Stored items
_ _ _ _ _

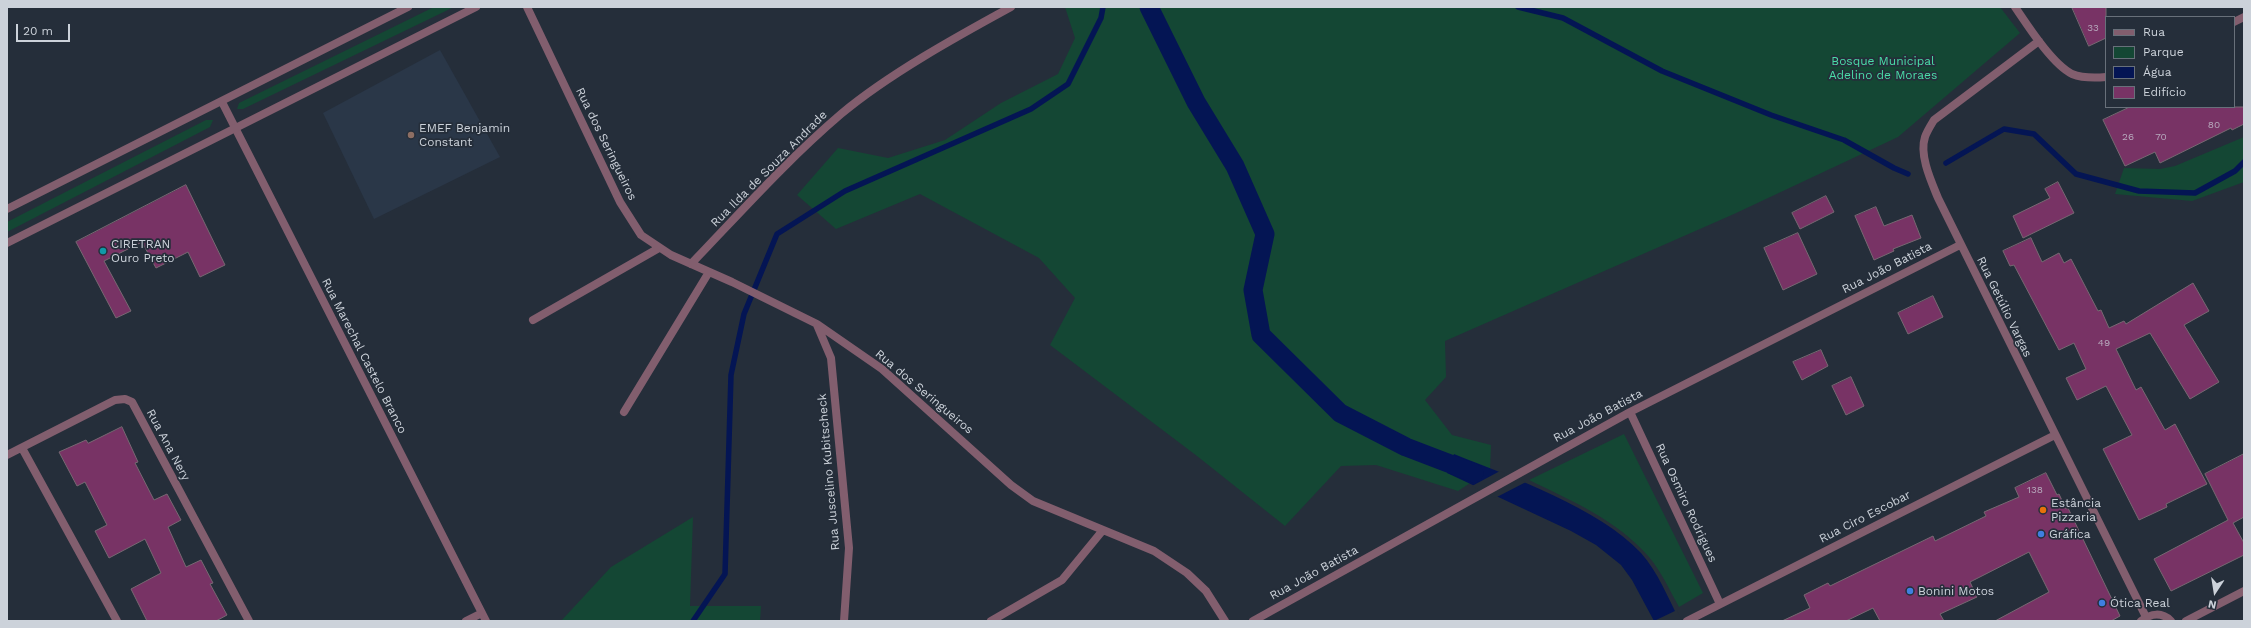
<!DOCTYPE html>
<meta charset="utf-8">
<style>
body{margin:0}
#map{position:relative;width:2251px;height:628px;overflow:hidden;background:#252e3a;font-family:"Work Sans",sans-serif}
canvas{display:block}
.frame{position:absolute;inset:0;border:8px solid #ccd2da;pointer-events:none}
.legend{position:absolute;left:2105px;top:16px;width:130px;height:92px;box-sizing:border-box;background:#252e3a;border:1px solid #68707a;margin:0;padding:5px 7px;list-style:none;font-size:12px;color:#ccd2da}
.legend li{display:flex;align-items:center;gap:8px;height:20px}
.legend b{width:20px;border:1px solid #68707a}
.north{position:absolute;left:2195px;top:572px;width:40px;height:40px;-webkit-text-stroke:3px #252e3a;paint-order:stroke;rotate:192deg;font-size:11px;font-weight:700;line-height:16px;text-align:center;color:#ccd2da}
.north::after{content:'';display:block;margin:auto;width:14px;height:18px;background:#ccd2da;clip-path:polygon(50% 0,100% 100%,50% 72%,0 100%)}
.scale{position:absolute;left:16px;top:24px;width:54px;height:18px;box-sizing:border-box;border:2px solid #ccd2da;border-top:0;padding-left:5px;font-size:12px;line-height:14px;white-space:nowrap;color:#ccd2da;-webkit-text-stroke:3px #252e3a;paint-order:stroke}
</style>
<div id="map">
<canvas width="2251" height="628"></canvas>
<div class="frame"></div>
<ul class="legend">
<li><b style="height:5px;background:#825e6e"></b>Rua</li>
<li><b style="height:11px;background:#144734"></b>Parque</li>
<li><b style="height:11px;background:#041554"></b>Água</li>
<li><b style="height:11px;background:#783365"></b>Edifício</li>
</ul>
<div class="north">N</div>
<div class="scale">20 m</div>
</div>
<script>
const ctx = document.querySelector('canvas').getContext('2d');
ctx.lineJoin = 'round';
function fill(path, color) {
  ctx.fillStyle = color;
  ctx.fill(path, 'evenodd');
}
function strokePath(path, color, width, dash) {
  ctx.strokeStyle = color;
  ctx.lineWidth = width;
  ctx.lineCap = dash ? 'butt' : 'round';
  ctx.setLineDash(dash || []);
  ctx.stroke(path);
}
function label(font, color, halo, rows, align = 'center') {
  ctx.font = font + ' "Work Sans",sans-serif';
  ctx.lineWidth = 3.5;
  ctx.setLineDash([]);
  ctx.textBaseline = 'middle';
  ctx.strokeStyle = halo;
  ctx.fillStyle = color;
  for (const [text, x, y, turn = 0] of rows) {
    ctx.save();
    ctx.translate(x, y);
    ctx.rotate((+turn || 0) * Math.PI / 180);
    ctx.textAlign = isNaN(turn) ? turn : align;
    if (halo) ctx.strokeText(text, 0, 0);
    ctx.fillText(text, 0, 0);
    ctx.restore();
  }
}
fill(new Path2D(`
 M440,50L500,157L374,219L323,113Z`), '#2a3748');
fill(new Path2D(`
 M434,7H454L243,109H237L239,103Z
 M1065,7H2000L2020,33L1898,137L1734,214L1445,341L1446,377L1425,400L1452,435L1491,445L1490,470L1458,491L1376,465L1341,466L1285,526L1197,456L1050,345L1075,298L1039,258L920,194L836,229L797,195L838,148L888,158L945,140L1001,103L1058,74L1075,38Z
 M206,120H213L210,127L7,232V222Z
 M2244,137V182L2192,201L2115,194L2124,168L2160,169L2175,166Z
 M1624,434L1703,593L1679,607C1670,591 1661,571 1649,557C1617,520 1572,501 1529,480Z
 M693,517L690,606H761L760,621H561L611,567Z`), '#144734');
fill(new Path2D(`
 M1454,454C1511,477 1599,508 1641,553C1658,572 1668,598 1680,621H1654L1632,580L1621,565L1596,545L1571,531L1447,473Z`), '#041554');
fill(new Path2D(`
 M1500,471L1526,482L1495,498L1472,486Z
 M1677,610L1682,621H1654Z`), '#252e3a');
strokePath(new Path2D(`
 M1518,7L1563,18L1662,71L1771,115L1844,140L1894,168L1908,174
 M1946,163L2004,129L2034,134L2076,174L2139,191L2195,193L2235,171L2244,162
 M693,621L725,574L731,375L744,314L777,234L845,191L1031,109L1068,84L1101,18L1103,7`), '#041554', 5.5);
strokePath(new Path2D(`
 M1149,7L1196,102L1235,166L1265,234L1253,290L1261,335L1340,413L1406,447L1474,473`), '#041554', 19);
const building = new Path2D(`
 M2072,7H2106V38L2089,46Z
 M2130,107H2244V124L2232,130L2231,128L2160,163L2155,152L2125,166L2103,120Z
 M2058,182L2074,213L2023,238L2013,216L2050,198L2045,189Z
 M186,185L225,265L200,277L188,252L156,268L142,242L104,261L131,311L116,318L76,242Z
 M1826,196L1834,212L1800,229L1792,213Z
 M1876,207L1884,226L1912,215L1921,238L1893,249L1894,251L1874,260L1855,216Z
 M1798,233L1817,274L1783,290L1764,248Z
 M2031,238L2042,262L2059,253L2064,263L2071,259L2098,311L2101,310L2109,328L2124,321L2126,324L2193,283L2209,311L2184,325L2219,382L2190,399L2150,333L2116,349L2136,390L2141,387L2165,430L2175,424L2207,484L2166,504L2167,507L2139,520L2103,449L2132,435L2106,386L2077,400L2066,378L2086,369L2074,343L2059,350L2014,265L2010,266L2003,251Z
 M1933,296L1943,317L1908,334L1898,313Z
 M1821,350L1828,366L1802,380L1793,362Z
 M1851,377L1864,406L1846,415L1832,386Z
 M122,427L138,462L135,463L154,500L167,494L181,520L168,527L186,567L201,560L213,583L210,584L227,615L216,621H147L131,589L161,573L145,539L109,558L95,531L107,525L85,482L77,486L59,452L86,440L88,443Z
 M2244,454V517L2233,523L2244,543V555L2171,591L2154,559L2228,520L2205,474Z
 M2046,473L2057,495L2059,494L2066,509L2068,508L2120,616L2111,621H1995L2049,592L2029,552L1970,582L1977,597L1940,614L1944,621H1880L1873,608L1846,621H1782L1810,608L1804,595L1828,583L1830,586L1933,536L1935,541L1986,516L1984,512L2019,497L2015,488Z`);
fill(building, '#783365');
strokePath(building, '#776872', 1);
strokePath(new Path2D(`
 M527,7L620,202L641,235L671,255L732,282L817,324L882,369L1011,485L1033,501L1154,551L1187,573L1206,591L1225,621
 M2015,7C2028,26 2052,64 2072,74C2082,78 2095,78 2106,77
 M2234,22L2244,17
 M2039,41L1934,120C1931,125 1927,131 1925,137C1919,155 1931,181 1938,198L2146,617
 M222,102L486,621
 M691,264C740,213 787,160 841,114C889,74 956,37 1011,7
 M533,320L659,248
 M817,325L831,358L849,548L844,621
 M624,412L709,272
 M1630,412L1720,604
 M22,448L117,621
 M7,455L115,400L125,399L132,402L249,621
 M466,621L482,613
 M991,621L1062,580L1103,530
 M1253,621L1630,412L1960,245
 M1687,621L2055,435`), '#825e6e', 8);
strokePath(new Path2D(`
 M7,209L408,7
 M7,243L476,7
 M2141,621C2151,613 2162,612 2171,621
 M2186,621L2244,591`), '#825e6e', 8);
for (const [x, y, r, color] of [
 [411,135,4,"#8d6e63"],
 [103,251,4,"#0f9aa8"],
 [2043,510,4,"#e8710a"],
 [2041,534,4,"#3f7fe0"],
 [1910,591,4,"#3f7fe0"],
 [2102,603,4,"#3f7fe0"]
]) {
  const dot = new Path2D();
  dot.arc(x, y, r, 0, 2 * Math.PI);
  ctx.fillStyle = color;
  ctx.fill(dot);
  strokePath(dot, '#252e3a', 1.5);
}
label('10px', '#b7aabd', null, [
 ["33",2093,28],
 ["80",2214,125],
 ["26",2128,137],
 ["70",2161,137],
 ["49",2104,343],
 ["138",2035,490]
]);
label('12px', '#4adda8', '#252e3a', [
 ["Bosque Municipal",1883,61],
 ["Adelino de Moraes",1883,75]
]);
label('12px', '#ccd2da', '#252e3a', [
 ["EMEF Benjamin",419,128],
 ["Constant",419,142],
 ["CIRETRAN",111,244],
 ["Ouro Preto",111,258],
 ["Estância",2051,503],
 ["Pizzaria",2051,517],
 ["Gráfica",2049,534],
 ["Bonini Motos",1918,591],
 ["Ótica Real",2110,603]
], 'left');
label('12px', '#ccd2da', '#252e3a', [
 ["Rua dos Seringueiros",606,144,64],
 ["Rua Ilda de Souza Andrade",769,169,-45],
 ["Rua João Batista",1887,268,-27],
 ["Rua Getúlio Vargas",2004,307,64],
 ["Rua Marechal Castelo Branco",364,356,63],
 ["Rua dos Seringueiros",924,392,40],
 ["Rua João Batista",1598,416,-28],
 ["Rua Ana Nery",168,445,62],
 ["Rua Juscelino Kubitscheck",829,472,-95],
 ["Rua Osmiro Rodrigues",1686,503,65],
 ["Rua Ciro Escobar",1865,517,-27],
 ["Rua João Batista",1314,573,-29]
]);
</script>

_ _ _ _ _

> [Exercise prompt]
Beginning at the line above that contains "ctx.strokeStyle = halo;", return each line exactly through the line that contains "M1518,7L1563,18L1662,71L1771,115L1844,140L1894,168L1908,174", and no others.

> [Response area]
  ctx.strokeStyle = halo;
  ctx.fillStyle = color;
  for (const [text, x, y, turn = 0] of rows) {
    ctx.save();
    ctx.translate(x, y);
    ctx.rotate((+turn || 0) * Math.PI / 180);
    ctx.textAlign = isNaN(turn) ? turn : align;
    if (halo) ctx.strokeText(text, 0, 0);
    ctx.fillText(text, 0, 0);
    ctx.restore();
  }
}
fill(new Path2D(`
 M440,50L500,157L374,219L323,113Z`), '#2a3748');
fill(new Path2D(`
 M434,7H454L243,109H237L239,103Z
 M1065,7H2000L2020,33L1898,137L1734,214L1445,341L1446,377L1425,400L1452,435L1491,445L1490,470L1458,491L1376,465L1341,466L1285,526L1197,456L1050,345L1075,298L1039,258L920,194L836,229L797,195L838,148L888,158L945,140L1001,103L1058,74L1075,38Z
 M206,120H213L210,127L7,232V222Z
 M2244,137V182L2192,201L2115,194L2124,168L2160,169L2175,166Z
 M1624,434L1703,593L1679,607C1670,591 1661,571 1649,557C1617,520 1572,501 1529,480Z
 M693,517L690,606H761L760,621H561L611,567Z`), '#144734');
fill(new Path2D(`
 M1454,454C1511,477 1599,508 1641,553C1658,572 1668,598 1680,621H1654L1632,580L1621,565L1596,545L1571,531L1447,473Z`), '#041554');
fill(new Path2D(`
 M1500,471L1526,482L1495,498L1472,486Z
 M1677,610L1682,621H1654Z`), '#252e3a');
strokePath(new Path2D(`
 M1518,7L1563,18L1662,71L1771,115L1844,140L1894,168L1908,174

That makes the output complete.